■ **Work request**: Every line of the material below should be output exactly as written, with the images skipped.

········

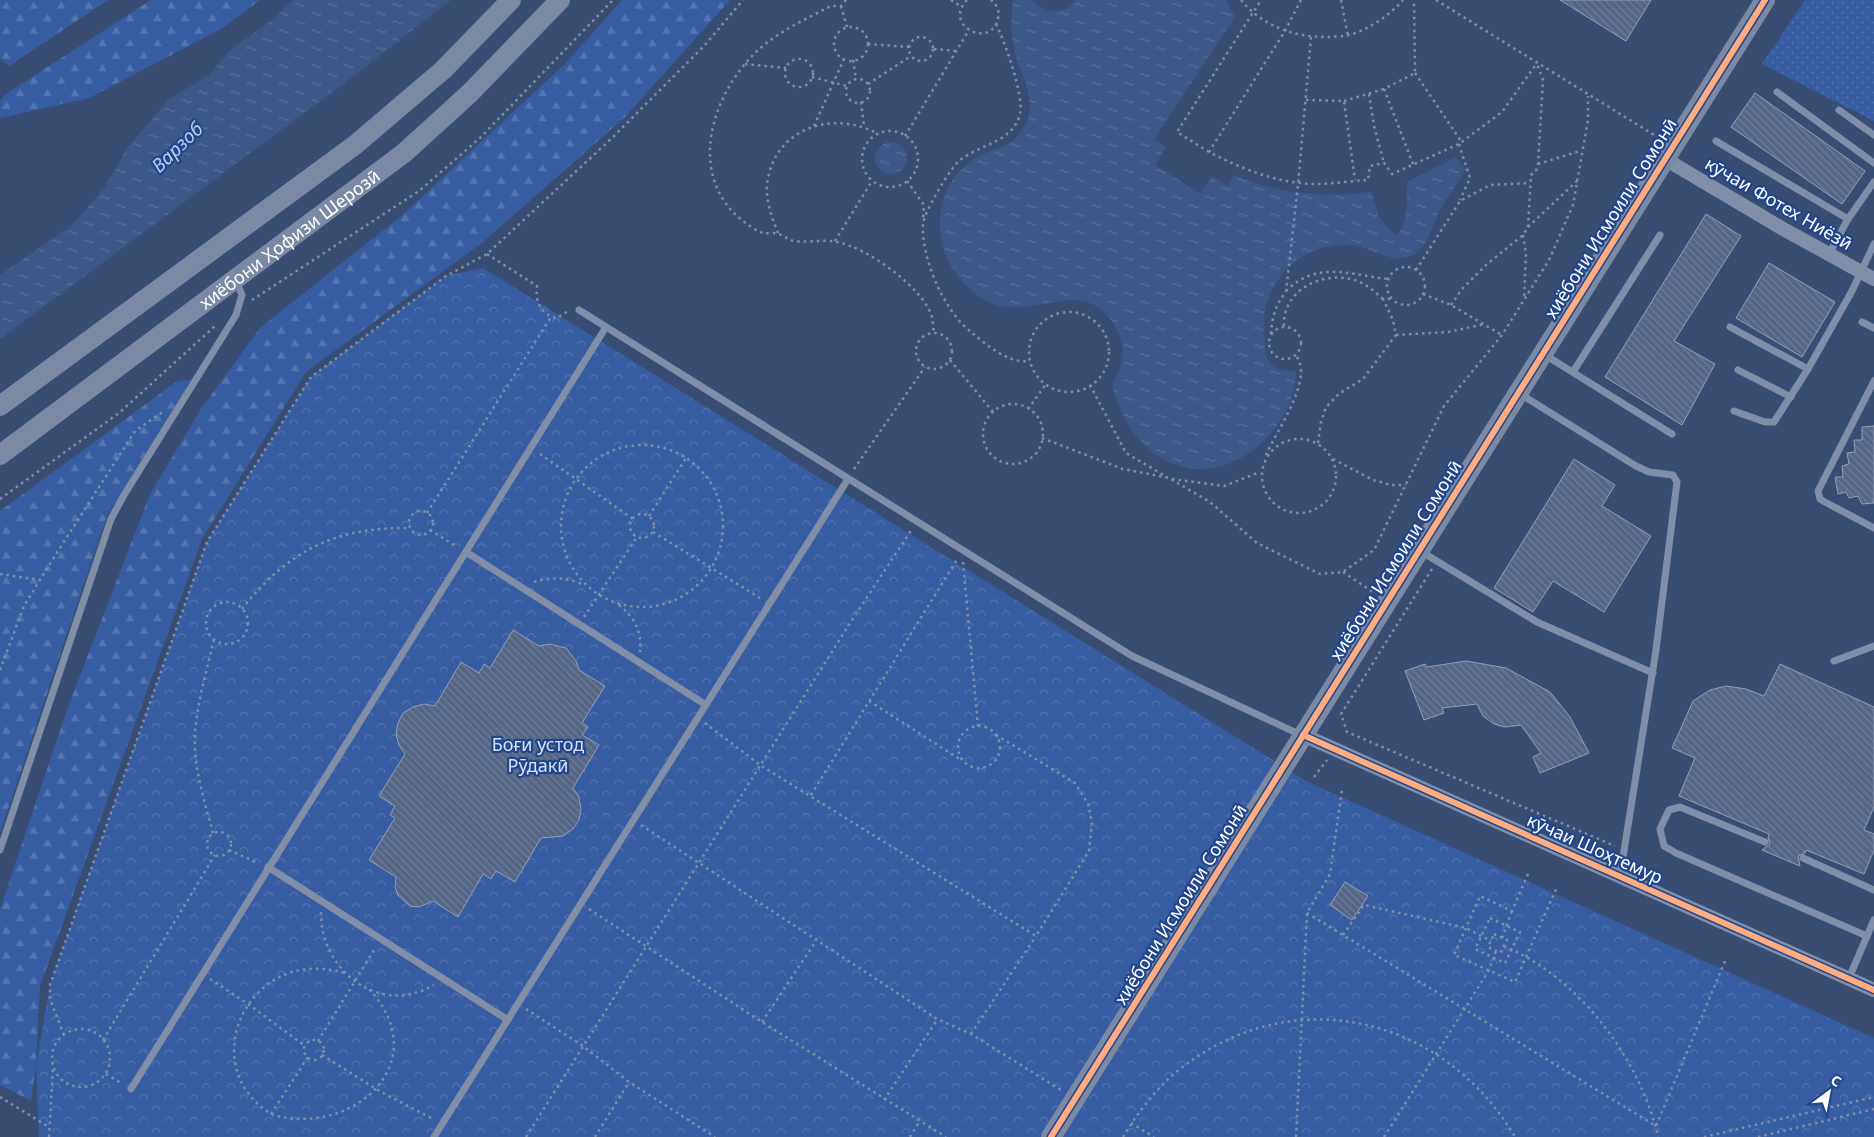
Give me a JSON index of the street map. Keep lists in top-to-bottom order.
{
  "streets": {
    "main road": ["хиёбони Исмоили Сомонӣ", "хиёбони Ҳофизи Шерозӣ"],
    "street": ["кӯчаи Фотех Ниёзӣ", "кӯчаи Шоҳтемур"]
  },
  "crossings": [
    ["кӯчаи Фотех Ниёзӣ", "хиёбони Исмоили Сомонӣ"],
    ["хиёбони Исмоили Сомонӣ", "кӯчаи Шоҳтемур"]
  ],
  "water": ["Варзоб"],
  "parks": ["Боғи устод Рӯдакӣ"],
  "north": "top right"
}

········

■ **Answer area**:
Give me a JSON index of the street map. Keep lists in top-to-bottom order.
{
  "streets": {
    "main road": ["хиёбони Исмоили Сомонӣ", "хиёбони Ҳофизи Шерозӣ"],
    "street": ["кӯчаи Фотех Ниёзӣ", "кӯчаи Шоҳтемур"]
  },
  "crossings": [
    ["кӯчаи Фотех Ниёзӣ", "хиёбони Исмоили Сомонӣ"],
    ["хиёбони Исмоили Сомонӣ", "кӯчаи Шоҳтемур"]
  ],
  "water": ["Варзоб"],
  "parks": ["Боғи устод Рӯдакӣ"],
  "north": "top right"
}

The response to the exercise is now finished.